WR: The thing is, especially on the set, we’re working against the clock. We got time constraints; 50 people running around doing different jobs; people coming up and pulling your shirt; adjusting things and lights; sound men checking on your mic; and all these different things. When you get in the moment, everything kind of settles down, and you take that time laying it out. I was taking that time to hold that rifle up, and I was just aiming down the street. We didn’t have the motorcade going as we were shooting my part of that scene, but I was envisioning where it was going [when] bringing that rifle up and looking through the scope. When you have to pull the trigger, there was definitely a second where I was looking down the barrel and thought to myself, as Lee, “Do I have to do this? Is this where it’s going to go right now?” And then you make the decision to do it. I think, at the end of the day, people will say, “What do you think Lee had against JFK?” And the thing is I really don’t think it had anything to do with JFK, because, before that, he tried to kill Edwin Walker, and he was going to try to take a stab at Nixon. And then he decided to kill JFK.

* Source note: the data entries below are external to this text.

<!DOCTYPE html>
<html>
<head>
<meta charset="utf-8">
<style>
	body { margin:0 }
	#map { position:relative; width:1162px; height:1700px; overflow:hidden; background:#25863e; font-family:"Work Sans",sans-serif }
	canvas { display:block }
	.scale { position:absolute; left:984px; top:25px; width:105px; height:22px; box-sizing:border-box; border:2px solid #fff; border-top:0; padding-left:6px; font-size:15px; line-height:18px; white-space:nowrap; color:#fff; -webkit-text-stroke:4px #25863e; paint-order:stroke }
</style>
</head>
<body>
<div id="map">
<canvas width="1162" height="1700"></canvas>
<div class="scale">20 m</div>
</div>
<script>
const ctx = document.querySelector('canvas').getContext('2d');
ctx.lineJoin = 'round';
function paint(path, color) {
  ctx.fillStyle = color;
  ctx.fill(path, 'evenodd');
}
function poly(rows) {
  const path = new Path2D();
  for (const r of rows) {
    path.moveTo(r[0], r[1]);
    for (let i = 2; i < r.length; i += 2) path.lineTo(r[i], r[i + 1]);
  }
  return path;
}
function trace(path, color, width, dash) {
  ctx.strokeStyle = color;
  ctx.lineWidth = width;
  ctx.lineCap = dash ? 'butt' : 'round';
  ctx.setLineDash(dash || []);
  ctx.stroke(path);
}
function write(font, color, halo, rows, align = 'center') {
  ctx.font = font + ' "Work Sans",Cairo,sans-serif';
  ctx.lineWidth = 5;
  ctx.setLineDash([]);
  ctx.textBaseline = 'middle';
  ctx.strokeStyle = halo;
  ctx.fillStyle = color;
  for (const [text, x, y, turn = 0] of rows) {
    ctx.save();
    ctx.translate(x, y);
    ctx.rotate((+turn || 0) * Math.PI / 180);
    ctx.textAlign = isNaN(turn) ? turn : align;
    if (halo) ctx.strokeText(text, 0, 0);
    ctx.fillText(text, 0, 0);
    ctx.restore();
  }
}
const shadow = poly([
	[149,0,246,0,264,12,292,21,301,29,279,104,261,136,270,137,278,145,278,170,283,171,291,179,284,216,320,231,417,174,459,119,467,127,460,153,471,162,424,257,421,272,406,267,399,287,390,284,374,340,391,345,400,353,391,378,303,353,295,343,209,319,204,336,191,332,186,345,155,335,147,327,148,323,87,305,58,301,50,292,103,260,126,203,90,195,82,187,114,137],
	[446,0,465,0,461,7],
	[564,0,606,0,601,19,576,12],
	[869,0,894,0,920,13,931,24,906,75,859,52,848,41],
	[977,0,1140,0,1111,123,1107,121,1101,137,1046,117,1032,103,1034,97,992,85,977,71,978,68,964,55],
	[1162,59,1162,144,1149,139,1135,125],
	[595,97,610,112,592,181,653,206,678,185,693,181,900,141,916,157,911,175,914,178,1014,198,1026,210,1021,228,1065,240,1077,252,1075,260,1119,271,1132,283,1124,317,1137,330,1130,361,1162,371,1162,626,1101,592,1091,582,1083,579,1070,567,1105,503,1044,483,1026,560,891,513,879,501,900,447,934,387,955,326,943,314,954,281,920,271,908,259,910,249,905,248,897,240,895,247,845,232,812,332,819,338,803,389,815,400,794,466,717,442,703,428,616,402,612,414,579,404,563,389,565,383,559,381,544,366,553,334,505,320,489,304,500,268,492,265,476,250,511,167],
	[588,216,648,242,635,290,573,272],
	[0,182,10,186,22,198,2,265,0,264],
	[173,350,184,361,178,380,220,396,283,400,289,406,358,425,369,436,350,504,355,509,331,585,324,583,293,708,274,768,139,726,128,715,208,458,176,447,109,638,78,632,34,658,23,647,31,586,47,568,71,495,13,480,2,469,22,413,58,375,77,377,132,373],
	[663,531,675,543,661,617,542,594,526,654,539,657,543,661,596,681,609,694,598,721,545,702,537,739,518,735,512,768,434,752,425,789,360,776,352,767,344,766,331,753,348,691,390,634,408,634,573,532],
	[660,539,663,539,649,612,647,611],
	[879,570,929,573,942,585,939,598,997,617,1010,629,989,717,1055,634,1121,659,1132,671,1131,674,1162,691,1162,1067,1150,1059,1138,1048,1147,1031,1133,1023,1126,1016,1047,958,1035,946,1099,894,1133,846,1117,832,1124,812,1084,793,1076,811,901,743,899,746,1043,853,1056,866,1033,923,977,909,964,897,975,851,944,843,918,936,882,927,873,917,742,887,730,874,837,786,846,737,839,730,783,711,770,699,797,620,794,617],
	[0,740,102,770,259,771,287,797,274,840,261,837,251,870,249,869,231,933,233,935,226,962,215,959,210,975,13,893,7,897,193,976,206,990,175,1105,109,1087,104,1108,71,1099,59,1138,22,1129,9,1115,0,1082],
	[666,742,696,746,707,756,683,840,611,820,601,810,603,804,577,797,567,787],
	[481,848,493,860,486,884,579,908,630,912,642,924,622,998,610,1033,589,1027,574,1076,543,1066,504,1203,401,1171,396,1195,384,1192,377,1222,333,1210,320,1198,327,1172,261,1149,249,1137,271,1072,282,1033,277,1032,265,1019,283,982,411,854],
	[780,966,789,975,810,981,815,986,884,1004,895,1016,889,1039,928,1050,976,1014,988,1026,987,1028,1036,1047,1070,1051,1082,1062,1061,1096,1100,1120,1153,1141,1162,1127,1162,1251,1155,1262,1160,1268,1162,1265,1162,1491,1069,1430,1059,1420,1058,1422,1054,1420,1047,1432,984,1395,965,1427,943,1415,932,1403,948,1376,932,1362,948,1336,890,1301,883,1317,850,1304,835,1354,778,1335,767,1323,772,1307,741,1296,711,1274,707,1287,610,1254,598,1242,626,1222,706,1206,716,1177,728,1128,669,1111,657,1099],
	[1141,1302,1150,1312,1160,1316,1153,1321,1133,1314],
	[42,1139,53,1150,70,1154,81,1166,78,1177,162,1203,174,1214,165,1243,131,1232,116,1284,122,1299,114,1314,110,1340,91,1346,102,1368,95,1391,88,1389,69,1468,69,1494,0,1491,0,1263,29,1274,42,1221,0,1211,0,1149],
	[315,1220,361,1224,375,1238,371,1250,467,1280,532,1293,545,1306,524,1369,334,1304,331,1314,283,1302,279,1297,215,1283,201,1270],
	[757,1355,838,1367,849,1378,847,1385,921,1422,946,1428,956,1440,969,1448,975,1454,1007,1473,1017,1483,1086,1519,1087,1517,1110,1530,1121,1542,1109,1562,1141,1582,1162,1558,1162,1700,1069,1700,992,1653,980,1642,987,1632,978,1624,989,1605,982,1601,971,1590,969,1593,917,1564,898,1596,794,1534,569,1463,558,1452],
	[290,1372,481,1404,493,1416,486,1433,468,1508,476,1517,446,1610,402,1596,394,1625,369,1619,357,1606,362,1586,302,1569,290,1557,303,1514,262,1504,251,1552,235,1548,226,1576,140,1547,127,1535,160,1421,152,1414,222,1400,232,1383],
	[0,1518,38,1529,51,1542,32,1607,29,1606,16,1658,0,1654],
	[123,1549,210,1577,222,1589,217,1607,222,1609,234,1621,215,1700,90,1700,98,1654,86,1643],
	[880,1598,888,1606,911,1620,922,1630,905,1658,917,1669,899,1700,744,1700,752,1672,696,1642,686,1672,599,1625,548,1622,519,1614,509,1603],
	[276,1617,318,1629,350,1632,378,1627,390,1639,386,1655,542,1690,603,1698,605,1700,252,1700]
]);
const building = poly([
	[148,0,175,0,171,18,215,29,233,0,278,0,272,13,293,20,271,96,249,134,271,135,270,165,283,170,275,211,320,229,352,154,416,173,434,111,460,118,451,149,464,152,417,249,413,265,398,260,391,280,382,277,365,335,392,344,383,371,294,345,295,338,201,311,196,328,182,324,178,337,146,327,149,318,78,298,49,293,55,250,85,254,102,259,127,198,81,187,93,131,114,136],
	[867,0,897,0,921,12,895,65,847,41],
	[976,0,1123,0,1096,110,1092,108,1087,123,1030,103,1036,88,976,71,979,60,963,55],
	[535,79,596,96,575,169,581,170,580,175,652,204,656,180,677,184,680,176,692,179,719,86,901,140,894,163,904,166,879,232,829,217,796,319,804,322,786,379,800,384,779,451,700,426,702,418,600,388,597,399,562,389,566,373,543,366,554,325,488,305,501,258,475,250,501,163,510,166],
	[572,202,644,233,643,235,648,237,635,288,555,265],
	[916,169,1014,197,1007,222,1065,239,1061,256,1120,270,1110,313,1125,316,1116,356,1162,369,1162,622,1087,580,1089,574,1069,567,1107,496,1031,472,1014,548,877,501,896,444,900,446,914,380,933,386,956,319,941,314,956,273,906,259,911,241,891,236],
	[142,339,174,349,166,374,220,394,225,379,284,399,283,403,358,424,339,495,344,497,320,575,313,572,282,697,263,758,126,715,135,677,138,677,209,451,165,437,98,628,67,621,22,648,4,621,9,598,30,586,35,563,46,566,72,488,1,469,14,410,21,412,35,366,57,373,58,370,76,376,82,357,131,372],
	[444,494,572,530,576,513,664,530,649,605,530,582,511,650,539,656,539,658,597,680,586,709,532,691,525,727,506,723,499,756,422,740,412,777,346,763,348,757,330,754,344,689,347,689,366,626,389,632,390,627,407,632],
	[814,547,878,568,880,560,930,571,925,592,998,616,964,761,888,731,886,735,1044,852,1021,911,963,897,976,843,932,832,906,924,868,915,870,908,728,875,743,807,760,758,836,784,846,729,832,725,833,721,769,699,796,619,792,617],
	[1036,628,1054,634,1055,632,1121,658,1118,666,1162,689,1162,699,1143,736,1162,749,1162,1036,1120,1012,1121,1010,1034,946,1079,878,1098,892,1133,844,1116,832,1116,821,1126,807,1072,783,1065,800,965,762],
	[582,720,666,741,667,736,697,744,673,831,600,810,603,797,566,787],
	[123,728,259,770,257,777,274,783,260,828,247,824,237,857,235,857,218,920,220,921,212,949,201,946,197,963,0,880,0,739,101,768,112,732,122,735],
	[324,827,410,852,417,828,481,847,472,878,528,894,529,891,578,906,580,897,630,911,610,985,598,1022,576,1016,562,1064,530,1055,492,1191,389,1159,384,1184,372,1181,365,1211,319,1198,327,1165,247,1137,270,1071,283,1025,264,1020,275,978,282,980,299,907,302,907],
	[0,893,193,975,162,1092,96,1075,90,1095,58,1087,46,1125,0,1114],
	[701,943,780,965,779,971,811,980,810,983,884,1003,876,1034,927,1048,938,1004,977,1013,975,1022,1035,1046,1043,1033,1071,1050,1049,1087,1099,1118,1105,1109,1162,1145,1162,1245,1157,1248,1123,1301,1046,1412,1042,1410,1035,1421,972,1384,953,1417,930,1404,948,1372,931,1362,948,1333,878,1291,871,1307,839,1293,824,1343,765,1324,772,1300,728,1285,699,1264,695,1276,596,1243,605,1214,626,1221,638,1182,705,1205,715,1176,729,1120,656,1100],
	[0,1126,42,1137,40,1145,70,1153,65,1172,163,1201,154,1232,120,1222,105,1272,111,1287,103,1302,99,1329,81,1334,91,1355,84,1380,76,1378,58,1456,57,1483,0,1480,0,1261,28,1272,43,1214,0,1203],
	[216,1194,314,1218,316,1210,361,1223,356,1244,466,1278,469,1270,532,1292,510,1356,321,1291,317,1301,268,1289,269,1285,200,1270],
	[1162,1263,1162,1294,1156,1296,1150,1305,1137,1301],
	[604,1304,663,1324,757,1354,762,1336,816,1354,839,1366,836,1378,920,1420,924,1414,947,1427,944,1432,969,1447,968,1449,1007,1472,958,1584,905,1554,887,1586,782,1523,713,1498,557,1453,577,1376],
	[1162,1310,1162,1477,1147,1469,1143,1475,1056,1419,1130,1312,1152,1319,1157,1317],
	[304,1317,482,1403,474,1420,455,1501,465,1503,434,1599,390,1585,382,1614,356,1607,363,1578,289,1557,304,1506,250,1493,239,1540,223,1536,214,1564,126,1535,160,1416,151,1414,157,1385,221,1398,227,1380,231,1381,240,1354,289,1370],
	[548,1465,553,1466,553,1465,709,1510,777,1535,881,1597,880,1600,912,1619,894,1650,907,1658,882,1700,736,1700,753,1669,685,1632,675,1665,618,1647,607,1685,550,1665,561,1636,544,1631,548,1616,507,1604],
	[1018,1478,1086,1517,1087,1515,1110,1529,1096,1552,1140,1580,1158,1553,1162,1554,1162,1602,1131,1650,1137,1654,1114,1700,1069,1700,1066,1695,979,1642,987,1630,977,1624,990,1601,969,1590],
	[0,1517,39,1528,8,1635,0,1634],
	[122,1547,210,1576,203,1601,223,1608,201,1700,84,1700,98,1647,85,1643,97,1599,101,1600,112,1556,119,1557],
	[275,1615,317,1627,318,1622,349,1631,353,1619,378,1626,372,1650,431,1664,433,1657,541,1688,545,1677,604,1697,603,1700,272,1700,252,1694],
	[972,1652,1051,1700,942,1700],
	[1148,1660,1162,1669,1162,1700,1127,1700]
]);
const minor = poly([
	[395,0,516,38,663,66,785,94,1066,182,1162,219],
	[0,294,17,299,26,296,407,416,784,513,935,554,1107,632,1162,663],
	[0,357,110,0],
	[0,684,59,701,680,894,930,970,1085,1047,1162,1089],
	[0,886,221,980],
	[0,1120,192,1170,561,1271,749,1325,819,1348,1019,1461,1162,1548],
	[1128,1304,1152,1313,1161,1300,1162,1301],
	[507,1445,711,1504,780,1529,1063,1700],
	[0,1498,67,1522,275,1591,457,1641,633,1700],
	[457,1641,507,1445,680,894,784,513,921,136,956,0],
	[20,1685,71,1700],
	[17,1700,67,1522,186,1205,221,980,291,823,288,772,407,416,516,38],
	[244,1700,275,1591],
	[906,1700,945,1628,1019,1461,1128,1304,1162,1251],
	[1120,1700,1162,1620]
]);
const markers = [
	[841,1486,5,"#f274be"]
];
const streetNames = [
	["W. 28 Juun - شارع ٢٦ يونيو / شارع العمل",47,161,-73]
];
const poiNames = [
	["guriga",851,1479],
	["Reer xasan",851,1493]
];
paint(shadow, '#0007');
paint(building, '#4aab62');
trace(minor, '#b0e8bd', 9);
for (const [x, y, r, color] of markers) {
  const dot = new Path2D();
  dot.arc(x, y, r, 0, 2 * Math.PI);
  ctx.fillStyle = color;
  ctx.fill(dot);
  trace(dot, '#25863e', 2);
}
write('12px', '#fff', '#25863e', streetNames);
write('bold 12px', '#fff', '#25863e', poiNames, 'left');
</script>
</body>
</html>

It’s the power of extremely ordinary people doing extremely extraordinary things, and I think that, at the end of the day, he wanted to be seen. So much of his life was being on the fringe and [having] nobody paying attention to him, like his bosses. He was in a very strange situation with his wife. There were a lot of different things, and people were not paying attention to him. And as a child, he was not seen – nobody saw him. I think, when stuff gets that way, you do something extreme like killing a president. Nowadays, kids go into schools and mow down other kids with an assault rifle. These things happen like that. I think, in that moment, there was a second where I was thinking to myself, “Grab the gun and do this.” You say, “Yeah, I’m willing to go to whatever extreme I have to to get seen like that.” So, yeah, it was an intense day – that was an especially intense day, for sure.

DW: We’ve had several presidents assassinated while in office. But the two who get the most cinematic treatments; specials; and stuff like that are JFK and [Abraham] Lincoln. Do you think there might be a chance where we’ll get more stories about McKinley and Garfield – both of whom were also assassinated?

WR: I would love that; I think that they should. Another interesting thing about this project is I was educated a lot on this subject as a kid. My grandmother lived in Dallas; my parents loved JFK; and I went to the School Book Depository as a kid. Both of my parents are actors and directors and whatnot. My dad loves really solid, old school, Broadway musicals, and one of them is “Assassins” by Stephen Sondheim. All of the successful or non-successful assassins that have ever existed in the United States come together, and they talk about their killing or attempts through songs. It’s a really incredible musical. One of the things that was really fun about my research for this is that I didn’t stop with just Kennedy and Oswald; I delved into all of the other assassin stories. I went into [John] Hinckley and Giuseppe Zangara – everything I could possibly find on everybody else as well. And it’s an interesting thing about all these people is that [they] wanted to be seen; they wanted to be noticed. So, yeah, I would love to see that. We’ve done a lot of JFK assassination stories and we’ve done a lot of Lincoln assassination stories. I think we should delve into some other ones, because they are all very interesting people. That would be fascinating to see, for sure. You’ve got my vote on that.

This concludes the interview, but the Chico Movie Examiner would like to thank Will Rothhaar for taking the time to talk about “Killing Kennedy.”